ACTION ITEM: Give again every line from the one with "M533 1035 589 1073 582 1084 525 1046Z" through the last line of the data, exactly, and leave out the lines before it.

DATA EXTRACT:
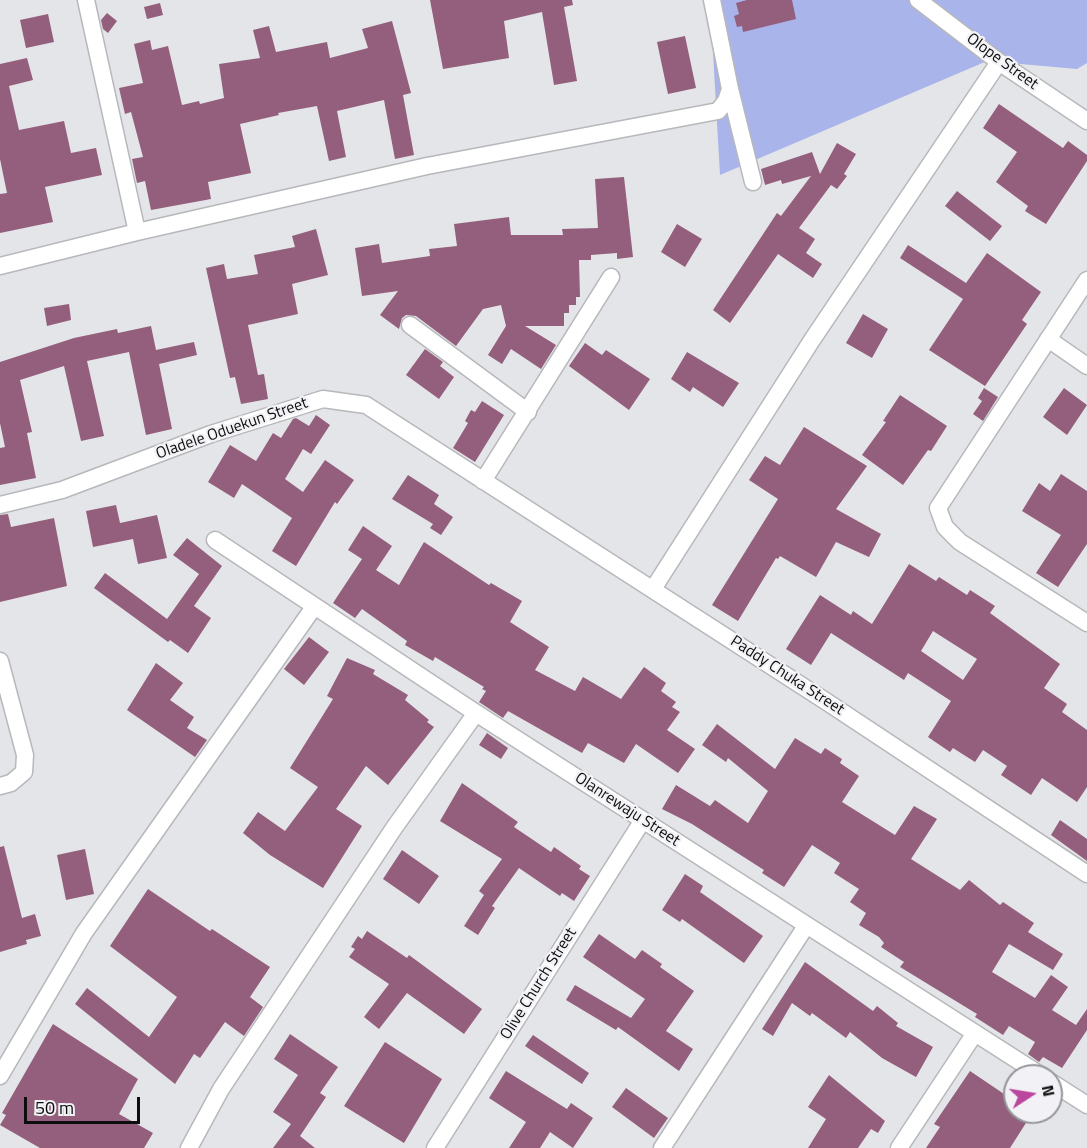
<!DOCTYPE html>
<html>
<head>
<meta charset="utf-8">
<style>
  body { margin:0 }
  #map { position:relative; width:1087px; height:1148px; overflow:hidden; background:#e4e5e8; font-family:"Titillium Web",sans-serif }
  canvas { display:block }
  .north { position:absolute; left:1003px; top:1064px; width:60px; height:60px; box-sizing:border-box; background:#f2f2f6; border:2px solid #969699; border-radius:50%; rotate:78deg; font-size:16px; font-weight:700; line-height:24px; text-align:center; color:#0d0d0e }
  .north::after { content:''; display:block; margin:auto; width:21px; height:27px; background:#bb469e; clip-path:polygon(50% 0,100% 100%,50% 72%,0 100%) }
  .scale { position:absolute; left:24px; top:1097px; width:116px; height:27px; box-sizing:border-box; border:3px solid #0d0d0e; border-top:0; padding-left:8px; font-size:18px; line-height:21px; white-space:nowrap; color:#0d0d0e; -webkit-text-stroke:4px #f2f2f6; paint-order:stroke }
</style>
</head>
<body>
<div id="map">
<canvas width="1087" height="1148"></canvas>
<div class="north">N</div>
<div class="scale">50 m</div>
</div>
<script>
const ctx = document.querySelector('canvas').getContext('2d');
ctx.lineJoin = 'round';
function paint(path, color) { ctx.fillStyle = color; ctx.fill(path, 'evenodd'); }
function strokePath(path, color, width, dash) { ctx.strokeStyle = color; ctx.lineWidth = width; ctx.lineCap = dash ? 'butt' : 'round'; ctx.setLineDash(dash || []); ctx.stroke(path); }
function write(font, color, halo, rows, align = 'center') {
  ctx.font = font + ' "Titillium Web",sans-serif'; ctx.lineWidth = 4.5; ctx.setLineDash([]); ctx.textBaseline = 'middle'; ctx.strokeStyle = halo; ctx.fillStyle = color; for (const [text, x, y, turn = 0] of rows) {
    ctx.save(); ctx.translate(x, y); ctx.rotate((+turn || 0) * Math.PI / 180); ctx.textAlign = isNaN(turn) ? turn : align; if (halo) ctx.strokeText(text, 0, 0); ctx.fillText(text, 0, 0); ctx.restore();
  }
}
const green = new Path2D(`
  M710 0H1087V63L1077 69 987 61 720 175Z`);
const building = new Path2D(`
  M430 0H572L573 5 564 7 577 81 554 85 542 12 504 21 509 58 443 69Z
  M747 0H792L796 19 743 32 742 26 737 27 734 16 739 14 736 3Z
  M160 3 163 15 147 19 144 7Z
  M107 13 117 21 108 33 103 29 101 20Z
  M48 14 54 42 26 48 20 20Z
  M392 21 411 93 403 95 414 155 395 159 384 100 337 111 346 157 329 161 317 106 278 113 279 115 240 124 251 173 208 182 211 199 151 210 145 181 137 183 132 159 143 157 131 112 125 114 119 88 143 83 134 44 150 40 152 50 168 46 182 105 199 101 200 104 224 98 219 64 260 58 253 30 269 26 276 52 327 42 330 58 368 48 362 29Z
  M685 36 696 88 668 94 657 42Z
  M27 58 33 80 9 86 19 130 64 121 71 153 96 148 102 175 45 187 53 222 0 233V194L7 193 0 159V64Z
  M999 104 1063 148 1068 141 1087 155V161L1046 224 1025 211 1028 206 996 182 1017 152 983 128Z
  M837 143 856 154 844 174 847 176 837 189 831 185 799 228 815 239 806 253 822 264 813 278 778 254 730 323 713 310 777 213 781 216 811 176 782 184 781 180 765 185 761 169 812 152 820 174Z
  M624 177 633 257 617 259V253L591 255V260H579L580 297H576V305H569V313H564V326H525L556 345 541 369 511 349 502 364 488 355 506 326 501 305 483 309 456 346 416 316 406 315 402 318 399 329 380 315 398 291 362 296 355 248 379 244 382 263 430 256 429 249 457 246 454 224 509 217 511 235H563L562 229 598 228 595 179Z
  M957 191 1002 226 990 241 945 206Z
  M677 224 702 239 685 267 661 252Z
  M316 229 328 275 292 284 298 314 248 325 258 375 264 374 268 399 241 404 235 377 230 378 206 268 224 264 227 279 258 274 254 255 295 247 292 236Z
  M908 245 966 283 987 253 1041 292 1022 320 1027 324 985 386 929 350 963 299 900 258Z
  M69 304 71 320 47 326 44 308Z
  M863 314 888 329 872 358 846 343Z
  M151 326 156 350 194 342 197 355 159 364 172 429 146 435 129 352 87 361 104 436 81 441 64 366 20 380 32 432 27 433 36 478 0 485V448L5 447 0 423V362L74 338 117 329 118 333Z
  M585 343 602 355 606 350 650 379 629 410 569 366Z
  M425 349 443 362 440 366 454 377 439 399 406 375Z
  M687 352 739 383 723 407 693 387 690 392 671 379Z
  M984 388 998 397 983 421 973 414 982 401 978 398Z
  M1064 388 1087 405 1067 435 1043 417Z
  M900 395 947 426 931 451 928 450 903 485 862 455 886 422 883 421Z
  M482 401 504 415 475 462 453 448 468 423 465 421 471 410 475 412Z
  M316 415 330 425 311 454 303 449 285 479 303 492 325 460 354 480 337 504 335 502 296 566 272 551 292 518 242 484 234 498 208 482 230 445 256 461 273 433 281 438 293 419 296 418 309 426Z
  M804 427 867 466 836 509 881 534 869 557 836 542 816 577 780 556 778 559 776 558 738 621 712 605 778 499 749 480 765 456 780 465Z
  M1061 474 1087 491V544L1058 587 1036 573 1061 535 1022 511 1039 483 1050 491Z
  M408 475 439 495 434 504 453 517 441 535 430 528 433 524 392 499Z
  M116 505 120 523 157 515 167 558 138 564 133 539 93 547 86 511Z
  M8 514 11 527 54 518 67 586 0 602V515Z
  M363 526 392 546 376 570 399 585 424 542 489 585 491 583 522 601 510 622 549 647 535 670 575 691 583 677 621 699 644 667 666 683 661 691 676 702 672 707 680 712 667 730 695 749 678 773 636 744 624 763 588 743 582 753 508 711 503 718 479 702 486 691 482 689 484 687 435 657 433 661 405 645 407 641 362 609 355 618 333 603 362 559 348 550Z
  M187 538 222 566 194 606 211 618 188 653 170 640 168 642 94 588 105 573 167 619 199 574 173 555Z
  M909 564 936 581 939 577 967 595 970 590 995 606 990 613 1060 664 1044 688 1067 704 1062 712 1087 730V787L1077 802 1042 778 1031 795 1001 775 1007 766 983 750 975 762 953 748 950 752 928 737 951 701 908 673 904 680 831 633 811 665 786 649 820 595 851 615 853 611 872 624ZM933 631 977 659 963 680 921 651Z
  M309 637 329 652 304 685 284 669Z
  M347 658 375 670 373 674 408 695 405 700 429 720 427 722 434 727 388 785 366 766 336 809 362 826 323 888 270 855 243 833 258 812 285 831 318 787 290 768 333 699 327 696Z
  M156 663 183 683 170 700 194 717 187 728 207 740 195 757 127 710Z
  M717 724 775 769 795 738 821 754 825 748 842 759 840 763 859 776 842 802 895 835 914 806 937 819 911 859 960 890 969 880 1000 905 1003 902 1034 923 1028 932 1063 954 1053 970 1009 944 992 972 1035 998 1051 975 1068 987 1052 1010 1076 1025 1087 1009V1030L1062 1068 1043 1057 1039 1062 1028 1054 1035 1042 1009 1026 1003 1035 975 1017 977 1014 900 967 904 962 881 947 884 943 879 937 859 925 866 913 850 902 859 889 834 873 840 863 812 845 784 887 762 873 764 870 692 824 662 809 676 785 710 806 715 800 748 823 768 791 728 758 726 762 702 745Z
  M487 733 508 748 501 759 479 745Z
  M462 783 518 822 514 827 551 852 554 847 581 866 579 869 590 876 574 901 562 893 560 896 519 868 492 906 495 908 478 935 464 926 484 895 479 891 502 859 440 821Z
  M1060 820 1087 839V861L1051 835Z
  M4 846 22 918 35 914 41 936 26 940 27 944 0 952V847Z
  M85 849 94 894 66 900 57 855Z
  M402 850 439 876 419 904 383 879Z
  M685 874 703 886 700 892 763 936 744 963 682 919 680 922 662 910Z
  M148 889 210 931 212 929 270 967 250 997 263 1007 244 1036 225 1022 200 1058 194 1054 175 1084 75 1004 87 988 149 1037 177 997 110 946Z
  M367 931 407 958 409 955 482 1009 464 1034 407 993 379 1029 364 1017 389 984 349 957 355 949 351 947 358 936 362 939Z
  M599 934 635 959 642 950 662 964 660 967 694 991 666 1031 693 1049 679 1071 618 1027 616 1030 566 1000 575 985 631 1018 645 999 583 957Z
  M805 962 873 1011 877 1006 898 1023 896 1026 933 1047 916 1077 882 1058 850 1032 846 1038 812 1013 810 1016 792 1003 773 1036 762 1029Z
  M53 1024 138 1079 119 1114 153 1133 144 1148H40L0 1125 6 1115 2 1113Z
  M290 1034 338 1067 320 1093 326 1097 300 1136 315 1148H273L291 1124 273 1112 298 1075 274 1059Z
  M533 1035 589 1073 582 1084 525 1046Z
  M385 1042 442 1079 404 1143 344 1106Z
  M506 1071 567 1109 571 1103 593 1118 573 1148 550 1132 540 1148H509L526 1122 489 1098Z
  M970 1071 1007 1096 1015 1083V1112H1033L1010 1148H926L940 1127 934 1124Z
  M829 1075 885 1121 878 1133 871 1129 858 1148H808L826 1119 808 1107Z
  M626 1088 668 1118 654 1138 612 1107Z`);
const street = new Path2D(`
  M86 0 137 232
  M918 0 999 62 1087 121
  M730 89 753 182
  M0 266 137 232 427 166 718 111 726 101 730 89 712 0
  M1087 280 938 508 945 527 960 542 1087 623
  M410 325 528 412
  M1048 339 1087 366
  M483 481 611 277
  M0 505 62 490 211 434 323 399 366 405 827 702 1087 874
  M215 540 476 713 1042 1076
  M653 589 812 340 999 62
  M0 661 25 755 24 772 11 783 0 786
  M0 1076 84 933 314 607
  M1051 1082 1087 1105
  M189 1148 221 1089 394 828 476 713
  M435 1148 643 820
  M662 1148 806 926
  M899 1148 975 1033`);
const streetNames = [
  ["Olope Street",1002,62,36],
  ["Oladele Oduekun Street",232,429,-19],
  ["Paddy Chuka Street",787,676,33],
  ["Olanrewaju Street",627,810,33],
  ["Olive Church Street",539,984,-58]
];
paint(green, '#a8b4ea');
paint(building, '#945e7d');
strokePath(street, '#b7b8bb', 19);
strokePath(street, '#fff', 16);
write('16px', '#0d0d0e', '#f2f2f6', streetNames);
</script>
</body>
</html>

REPLY TO THE EXERCISE:
  M533 1035 589 1073 582 1084 525 1046Z
  M385 1042 442 1079 404 1143 344 1106Z
  M506 1071 567 1109 571 1103 593 1118 573 1148 550 1132 540 1148H509L526 1122 489 1098Z
  M970 1071 1007 1096 1015 1083V1112H1033L1010 1148H926L940 1127 934 1124Z
  M829 1075 885 1121 878 1133 871 1129 858 1148H808L826 1119 808 1107Z
  M626 1088 668 1118 654 1138 612 1107Z`);
const street = new Path2D(`
  M86 0 137 232
  M918 0 999 62 1087 121
  M730 89 753 182
  M0 266 137 232 427 166 718 111 726 101 730 89 712 0
  M1087 280 938 508 945 527 960 542 1087 623
  M410 325 528 412
  M1048 339 1087 366
  M483 481 611 277
  M0 505 62 490 211 434 323 399 366 405 827 702 1087 874
  M215 540 476 713 1042 1076
  M653 589 812 340 999 62
  M0 661 25 755 24 772 11 783 0 786
  M0 1076 84 933 314 607
  M1051 1082 1087 1105
  M189 1148 221 1089 394 828 476 713
  M435 1148 643 820
  M662 1148 806 926
  M899 1148 975 1033`);
const streetNames = [
  ["Olope Street",1002,62,36],
  ["Oladele Oduekun Street",232,429,-19],
  ["Paddy Chuka Street",787,676,33],
  ["Olanrewaju Street",627,810,33],
  ["Olive Church Street",539,984,-58]
];
paint(green, '#a8b4ea');
paint(building, '#945e7d');
strokePath(street, '#b7b8bb', 19);
strokePath(street, '#fff', 16);
write('16px', '#0d0d0e', '#f2f2f6', streetNames);
</script>
</body>
</html>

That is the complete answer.